A través de esos actores, la estética de Hamaguchi coloca de forma calculada ciertos dispositivos que funcionan para esbozar en la puesta en escena los dilemas de una unión conyugal, como ya lo ha hecho en sus películas previas. Pero ahora lo ejecuta con un tono sutil que evita a toda costa transitar por las rondas del patetismo fantástico o del melodrama innecesario, logrando un equilibrio dramático que es consistente trazando el infortunio de los personajes con capas narrativas que se superponen como espejos cóncavos, con esa sobriedad de estilo que comparte semejanzas con el cine más inmediato de Koreeda.
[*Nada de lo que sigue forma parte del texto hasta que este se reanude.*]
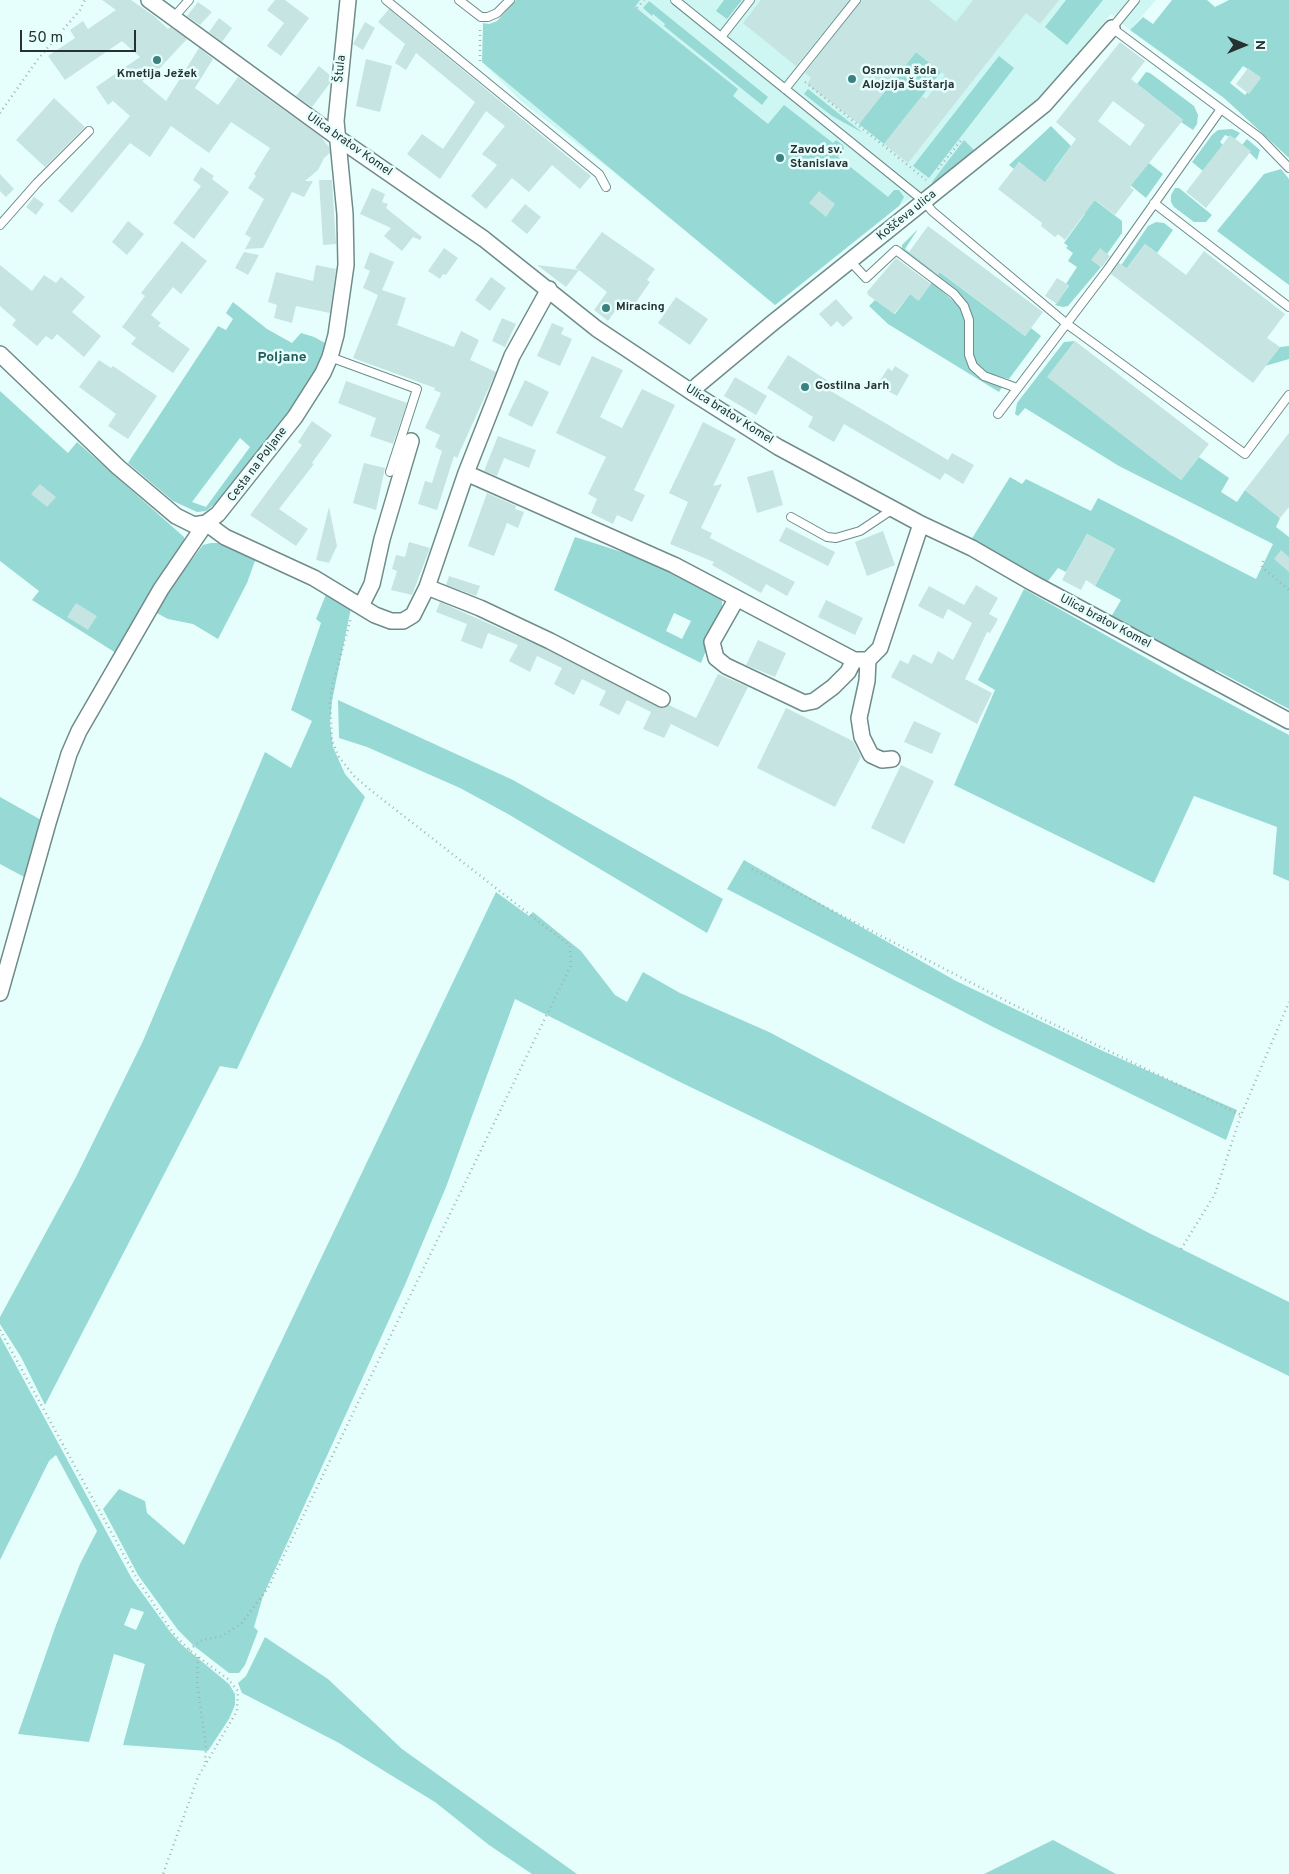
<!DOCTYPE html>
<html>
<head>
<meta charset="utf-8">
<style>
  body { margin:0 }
  #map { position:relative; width:1289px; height:1874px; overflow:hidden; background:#e6fffd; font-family:Overpass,sans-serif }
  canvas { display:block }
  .north { position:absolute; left:1219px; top:20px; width:50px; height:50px; -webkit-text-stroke:4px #e6fffd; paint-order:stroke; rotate:90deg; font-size:14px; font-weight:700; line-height:20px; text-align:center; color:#263231 }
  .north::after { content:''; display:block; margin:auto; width:18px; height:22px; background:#263231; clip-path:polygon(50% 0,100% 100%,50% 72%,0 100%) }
  .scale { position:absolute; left:20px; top:30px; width:116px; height:22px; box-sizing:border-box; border:2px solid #263231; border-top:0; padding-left:6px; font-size:15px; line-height:18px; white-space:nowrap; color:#263231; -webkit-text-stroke:4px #e6fffd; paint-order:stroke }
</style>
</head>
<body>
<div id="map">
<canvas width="1289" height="1874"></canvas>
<div class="north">N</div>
<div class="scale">50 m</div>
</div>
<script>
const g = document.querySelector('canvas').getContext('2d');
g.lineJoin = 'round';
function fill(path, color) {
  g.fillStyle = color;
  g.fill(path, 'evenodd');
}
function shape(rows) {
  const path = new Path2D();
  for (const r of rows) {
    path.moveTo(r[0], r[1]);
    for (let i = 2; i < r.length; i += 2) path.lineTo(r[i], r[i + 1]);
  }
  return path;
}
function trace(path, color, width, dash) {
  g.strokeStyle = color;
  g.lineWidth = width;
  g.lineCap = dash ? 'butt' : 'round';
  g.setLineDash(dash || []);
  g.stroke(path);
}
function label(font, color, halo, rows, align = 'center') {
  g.font = font + ' Overpass,sans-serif';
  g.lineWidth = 5;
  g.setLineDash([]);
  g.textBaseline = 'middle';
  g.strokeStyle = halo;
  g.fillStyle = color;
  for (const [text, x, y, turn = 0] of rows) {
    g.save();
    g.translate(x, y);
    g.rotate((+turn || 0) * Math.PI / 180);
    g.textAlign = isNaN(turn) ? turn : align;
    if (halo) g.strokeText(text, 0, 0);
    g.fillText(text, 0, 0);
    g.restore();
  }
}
const built = shape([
  [532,0,1156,0,1130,30,1111,14,1040,98,1025,111,974,150,934,184,899,206,775,305,611,170,522,102,482,62]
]);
const green = shape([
  [516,0,640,0,635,7,738,89,733,96,768,124,784,105,833,143,836,140,843,145,844,149,838,157,888,197,894,190,899,190,904,197,899,206,775,305,482,62,483,23,489,24,497,21],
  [724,0,742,0,727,19,716,11],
  [1066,0,1103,0,1067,45,1045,27],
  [1172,0,1207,0,1215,7,1229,0,1289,0,1289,158,1224,98,1130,30,1143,17,1153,24],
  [1243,66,1260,77,1245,95,1230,83],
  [649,1,768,97,762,105,664,26,665,24,653,14,652,16,643,8],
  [916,52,941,72,884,144,859,124],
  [999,56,1014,68,929,178,913,166],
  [1146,72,1150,73,1194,106,1198,115,1197,124,1193,130,1181,122,1183,120,1137,84],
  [808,89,863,133,832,116,804,94],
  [1051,126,1071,146,1054,169,1122,221,1122,233,1107,254,1092,260,1101,267,1068,306,1063,307,1055,305,1069,286,1066,284,1077,267,1068,261,1073,253,1066,248,1068,246,1064,243,1085,214,1019,162,1014,169,1009,165],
  [1232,129,1240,133,1235,139,1225,135,1220,142,1223,145,1203,171,1192,162,1212,135,1218,130],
  [1247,139,1260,150,1257,160,1242,145],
  [964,140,974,150,934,184,932,182],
  [1149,163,1163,174,1146,198,1129,184],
  [1281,169,1289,179,1289,285,1217,231,1264,174],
  [1175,188,1179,188,1212,215,1206,222,1194,222,1174,207,1171,202,1171,195],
  [1156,222,1164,223,1173,230,1157,253,1145,244,1118,280,1118,270,1148,226],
  [918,229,905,249,920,260,921,258,1025,336,1031,328,1041,336,1009,379,990,374,979,367,973,357,972,324,957,293,902,249,902,245],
  [932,282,961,308,966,322,965,355,969,365,983,379,1002,387,999,392,888,324,869,306,875,300,895,314,910,294,919,300],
  [233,302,267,329,292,343,301,333,314,337,327,344,325,353,294,408,216,503,206,511,197,512,173,501,128,463,218,326,226,330,233,319,226,313],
  [240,438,250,447,206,507,192,502],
  [1075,341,1048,377,1181,480,1199,457,1229,478,1221,492,1237,502,1245,490,1280,518,1276,527,1289,537,1289,709,1216,670,1214,672,1111,617,1121,600,1095,586,1115,549,1087,534,1066,572,1058,568,1048,581,971,540,1010,477,1022,484,1026,479,1091,511,1098,498,1256,579,1273,544,1119,466,1025,408,1018,416,1015,414,1017,403,1064,342],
  [1289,346,1289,359,1265,366,1280,347],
  [0,391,68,453,77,442,184,537,185,542,116,653,32,600,39,591,0,561],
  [575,537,647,560,717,594,722,601,722,610,701,663,554,590],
  [674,613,691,621,682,639,666,631],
  [211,543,221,543,256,558,247,583,218,639,193,624,168,619,153,611,203,545],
  [1024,589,1185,680,1289,735,1289,881,1273,874,1277,827,1194,796,1154,883,954,785,995,690,978,680],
  [327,592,351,608,332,701,330,723,333,747,345,774,365,797,237,1069,220,1066,45,1405,21,1357,0,1324,0,1317,76,1177,143,1041,265,752,291,768,312,721,291,710,321,623,316,619],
  [338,700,513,780,723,899,707,933,508,814,460,788,367,747,339,738],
  [0,797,43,821,26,878,0,864],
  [744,860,956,981,1103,1051,1237,1110,1226,1140,995,1028,727,889],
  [496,892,529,916,533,912,581,951,615,995,627,1002,643,972,680,993,769,1032,1147,1232,1289,1302,1289,1376,680,1082,515,999,446,1187,404,1287,263,1596,254,1627,258,1631,245,1665,239,1673,229,1673,194,1646,178,1630,138,1575,103,1509,119,1489,145,1501,147,1513,184,1545],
  [0,1336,132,1579,171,1633,183,1646,229,1684,235,1694,235,1705,229,1719,208,1751,123,1745,145,1664,114,1654,89,1742,18,1734,56,1625,80,1564,97,1531,56,1455,49,1461,0,1560],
  [131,1608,144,1612,136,1630,124,1625],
  [265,1637,328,1679,402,1749,577,1874,532,1874,489,1845,435,1802,389,1774,339,1743,242,1693,238,1683,246,1676],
  [1053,1840,1116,1874,984,1874]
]);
const building = shape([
  [102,0,131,0,154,16,168,29,170,27,187,39,158,70,142,81,166,101,199,48,213,59,195,88,218,105,238,77,321,137,329,147,330,153,324,158,318,170,305,181,313,181,304,197,292,192,263,248,245,249,251,238,245,234,264,199,248,188,256,176,254,174,270,148,231,122,209,153,171,126,150,157,130,143,72,213,58,201,130,116,113,101,108,105,96,87,140,57,122,41,65,80,48,56,75,38,70,30,83,21,88,29,116,10],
  [275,0,285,0,309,18,281,56,267,46,284,23,267,10],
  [761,0,849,0,796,66,743,23],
  [862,0,929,0,956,22,973,0,1059,0,1040,24,1026,13,908,163,884,144,922,96,926,99,945,75,916,52,859,124,807,84,811,78,805,73],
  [198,2,212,12,200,25,187,16],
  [389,9,591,176,580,189,552,165,529,192,512,178,486,209,471,196,497,165,482,154,505,126,486,111,440,179,407,154,422,134,443,149,475,102,416,53,406,70,395,63,405,44,378,22],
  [219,18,232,28,222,42,209,32],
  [365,22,375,28,363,50,353,44],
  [1120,42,1145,61,1131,79,1183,120,1130,187,1134,190,1115,215,1095,200,1065,240,1058,234,1055,237,1041,226,1042,223,998,189,1019,162,1045,182,1076,139,1056,122],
  [1113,101,1145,125,1130,146,1098,121],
  [366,59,392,66,380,112,356,106],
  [319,66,331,76,330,83,312,107,296,96],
  [1248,68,1261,78,1249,94,1236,84],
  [54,98,85,127,45,167,16,140],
  [1230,135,1251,151,1206,208,1186,192],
  [201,167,214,176,212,179,229,192,194,239,173,223,201,186,193,180],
  [0,174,14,189,6,197,0,191],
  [319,180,332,180,336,244,323,245],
  [372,188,385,194,382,202,388,204,386,208,422,237,420,240,413,237,402,251,384,236,391,228,360,214],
  [819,191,835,204,826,217,809,203],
  [34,197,44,204,36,215,26,207],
  [525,204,541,217,527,234,511,221],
  [128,221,144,234,127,255,112,242],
  [928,226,1043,312,1025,336,940,272,938,275,909,252],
  [602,232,655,269,647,280,650,282,630,311,620,304,608,321,594,310,607,292,579,270,566,287,537,265,579,270,575,268],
  [182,241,207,261,181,294,173,287,151,315,161,323,158,326,190,349,173,373,131,344,136,338,122,327,145,296,141,293],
  [1145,244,1186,275,1204,251,1285,314,1267,338,1280,347,1253,383,1111,274,1119,263,1127,268],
  [444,248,458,258,446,275,443,274,440,279,428,271],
  [1100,248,1110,256,1102,267,1091,260],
  [244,252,259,255,248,275,235,268],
  [370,252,394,262,382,290,406,298,397,325,454,347,461,331,479,340,470,360,496,372,457,458,454,456,437,510,418,504,425,481,432,483,442,451,435,447,440,435,425,428,441,393,434,390,435,388,353,358,378,295,363,288,370,271,364,268],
  [896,258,931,284,918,301,910,294,894,314,868,295,867,292],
  [0,265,32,291,44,275,56,283,61,277,85,297,72,312,101,336,84,357,57,334,52,340,46,336,37,346,12,325,16,320,0,306],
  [316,265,336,269,330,313,296,306,292,323,274,318,277,305,268,302,276,272,313,281],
  [491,277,506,288,490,311,475,300],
  [1057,278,1069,285,1057,304,1045,296],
  [676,297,708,319,690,345,658,323],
  [836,299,853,318,843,327,837,321,831,327,819,314],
  [502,318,516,324,505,347,492,341],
  [552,323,564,328,561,334,572,339,560,366,537,356],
  [1075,341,1209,444,1181,480,1047,377],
  [788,355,833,384,829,390,948,460,952,453,974,465,963,484,945,473,940,480,844,424,834,442,808,427,813,417,767,388],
  [592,356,623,370,600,417,622,428,642,389,675,405,634,490,645,495,632,522,617,515,613,524,591,513,597,499,588,494,606,457,556,433],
  [99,360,111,368,113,366,157,396,128,439,108,426,116,414,79,387],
  [895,366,909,375,897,396,877,385,888,368,892,371],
  [735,377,767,396,756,415,724,396],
  [525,380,549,392,532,427,508,415],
  [346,381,407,403,393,444,370,436,376,418,338,403],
  [312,421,332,435,312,463,314,464,279,509,308,529,296,546,250,515,302,445,298,442],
  [703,422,736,439,713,486,722,484,701,528,712,533,710,538,795,582,787,596,766,584,761,593,712,565,714,562,670,544,688,502,669,493],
  [1289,433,1289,507,1280,518,1245,490],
  [498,436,536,450,529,468,504,458,497,476,484,471],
  [364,463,385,468,376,510,353,503],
  [773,470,783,505,757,513,747,477],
  [40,484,56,497,47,507,31,494],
  [487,493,516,506,515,509,524,512,518,528,507,523,494,556,468,546],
  [329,507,337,546,329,563,316,560],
  [786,527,835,552,828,566,779,541],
  [883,531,895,565,867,576,855,542],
  [1087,534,1115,549,1095,586,1086,580,1081,590,1062,580],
  [409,542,430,548,412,595,391,590,397,571,392,569,396,555,405,557],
  [1281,550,1289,557,1289,572,1274,559],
  [449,576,480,586,476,596,446,585],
  [976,585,998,598,989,614,998,619,990,633,987,632,965,679,992,693,977,724,891,677,900,660,908,664,913,654,932,664,938,651,953,660,972,623,948,609,943,619,918,606,929,586,964,605],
  [826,600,863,618,855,635,818,617],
  [440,602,546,649,658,707,663,708,669,705,696,718,718,674,748,687,718,747,671,724,664,738,643,729,651,712,627,700,619,715,599,705,606,691,582,679,574,695,554,684,562,668,537,656,530,672,509,661,518,645,488,633,482,649,461,641,467,624,436,612],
  [76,603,97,616,88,630,67,617],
  [758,640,786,653,775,677,746,665],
  [786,708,853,741,861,757,835,807,757,768],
  [914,721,941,733,932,754,904,742],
  [901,765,934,781,904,844,871,828]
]);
const path = shape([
  [637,8,644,0],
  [480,61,480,27],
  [805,82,926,180],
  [0,113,38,59,80,10,85,0],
  [938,169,963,138],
  [1263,561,1262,567,1289,590],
  [752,869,1016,1006,1241,1115],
  [1181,1249,1215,1194,1241,1115,1289,1002],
  [0,1330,137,1579,173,1633,189,1650,228,1679,238,1691,237,1711,198,1777,163,1874],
  [189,1650,202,1640,222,1636,241,1624,268,1588,571,965,570,946,373,792,354,776,339,757,332,741,330,702,333,683,351,618],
  [198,1657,197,1683,206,1746,205,1762]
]);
const lane = shape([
  [386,0,599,174,606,187],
  [459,0,481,17,488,17,497,13,510,0],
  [675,0,925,202,932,211,1067,324,1245,454,1289,395],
  [1135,0,1112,28,1260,138,1289,168],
  [174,17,189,0],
  [721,37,750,0],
  [785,89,856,0],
  [1154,203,1289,307],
  [0,225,37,183,89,131],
  [850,261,866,278,896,250,954,294,964,306,969,320,969,355,973,366,984,376,1017,388],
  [330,357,417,389,390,472],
  [998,414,1108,269,1221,109],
  [791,517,827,537,836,538,860,531,893,509]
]);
const street = shape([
  [149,0,338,138,484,239,597,329,693,393,778,447,921,524,972,548,1031,582,1289,721],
  [0,354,118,467,176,516,194,525,206,523,218,514,295,417,323,373,330,357,336,335,346,265,345,214,336,121,348,0],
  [693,393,698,385,770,325,1044,105,1112,28],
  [466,473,674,565,854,660,868,660,880,648,921,524],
  [206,523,225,537,314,578,375,615,391,621,403,621,413,615,427,587,466,473,512,356,549,289],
  [427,587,480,608,550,641,662,699],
  [737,598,712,642,716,658,726,666,804,703,814,701,833,687,848,672,854,660],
  [361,606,372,584,382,539,411,441],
  [868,660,867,681,859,718,862,737,871,755,882,760,892,759],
  [0,993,48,823,69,754,79,731,161,589,206,523]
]);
const markers = [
  [157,60,5,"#3a8280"],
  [852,79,5,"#3a8280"],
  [780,158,5,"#3a8280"],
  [606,308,5,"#3a8280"],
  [805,387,5,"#3a8280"]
];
const streetNames = [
  ["Štula",341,69,-84],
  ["Ulica bratov Komel",349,145,35],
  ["Koščeva ulica",907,216,-39],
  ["Ulica bratov Komel",729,415,32],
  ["Cesta na Poljane",258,465,-53],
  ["Ulica bratov Komel",1105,622,28]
];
const poiNames = [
  ["Osnovna šola",862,72],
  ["Alojzija Šuštarja",862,86],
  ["Kmetija Ježek",157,75,"center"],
  ["Zavod sv.",790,151],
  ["Stanislava",790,165],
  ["Miracing",616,308],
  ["Gostilna Jarh",815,387]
];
const neighbourhoodNames = [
  ["Poljane",282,358]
];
fill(built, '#cef7f4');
fill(green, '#97d9d5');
fill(building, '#c5e4e2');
trace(lane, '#6f8c8a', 10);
trace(street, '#6f8c8a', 18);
trace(path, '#a0b4b2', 2.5, [1, 4]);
trace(lane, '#fff', 8);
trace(street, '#fff', 15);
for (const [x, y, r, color] of markers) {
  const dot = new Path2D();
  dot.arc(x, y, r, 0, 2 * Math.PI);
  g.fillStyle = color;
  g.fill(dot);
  trace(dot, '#e6fffd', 2);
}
label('12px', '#263231', '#e6fffd', streetNames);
label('bold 12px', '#263231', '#e6fffd', poiNames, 'left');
label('bold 14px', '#205b59', '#e6fffd', neighbourhoodNames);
</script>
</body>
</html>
Pinta de color rojo el automóvil de una forma provechosa para acentuar la maldad, la alarma, la ira soterrada, pero también la calidez, el apego y la fuerza de voluntad de los que buscan un poco de alegría para aliviar los castigos autoimpuestos. Su estilo visual, ilustrado con las tareas fotográficas de Hidetoshi Shinomiya, modifica la textura de la imagen para mimetizar, en ciertas escenas, el estatismo del escenario y la iluminación artificial del teatro, así como la claustrofobia de los personajes en los interiores del auto de las confesiones. Su uso del sonido diegético fuera de campo me recuerda a Kiarostami. Se cerciora de que todo se vea tridimensional. Pero, en mi opinión, lo más importante es la manera en que utiliza el relato no iconógeno para ilustrar los estados de ánimo que se gestan en el interior de los personajes a través de los diálogos de semiótica metateatral, donde las circunstancias de la representación dramática sustituye la superficie de la diégesis hasta transfigurar la construcción de la realidad que ellos habitan.

Lo único que reprocho es esa decisión de Hamaguchi, ya vuelta un hábito, de mantener un metraje de tres horas para contar una historia que, en apariencia, tiene cierta simplicidad cuando adquiere el tan manoseado formato de carretera, aunque por suerte está montada con un ritmo. Todo lo demás me resulta conmovedor sin romper el velocímetro. Su tono hierático e intimista consigue esquematizar de forma natural los tópicos sobre la incomunicación, la soledad y el autoconsentimiento, de gente que se fuma un cigarrillo para calmar la ansiedad que le impide exteriorizar sus sentimientos en los espacios cerrados que rompen las barreras lingüísticas para hablar un idioma universal. Cuando se apagan las luces y cae el telón, tengo una sensación de melancolía al descifrar el destino final del protagonista, pero al menos sonrío al saber que su chofer le ha comprado comestibles y se dirige en el coche rojo hacia ese futuro incierto con el perro guía que siempre lo acompaña para verlo.


Ficha técnica
Título original: Drive My Car (Doraibu mai kâ)
Año: 2021
Duración: 2 hr 59 min
País: Japón
Director: Ryûsuke Hamaguchi
Guión: Ryûsuke Hamaguchi, Takamasa Oe
Música: Eiko Ishibashi
Fotografía: Hidetoshi Shinomiya
Reparto: Hidetoshi Nishijima, Tôko Miura, Reika Kirishima,
Calificación: 7/10





Crítica de la película 'Drive My Car', dirigida por Ryûsuke Hamaguchi y protagonizada por Hidetoshi Nishijima y Tôko Miura.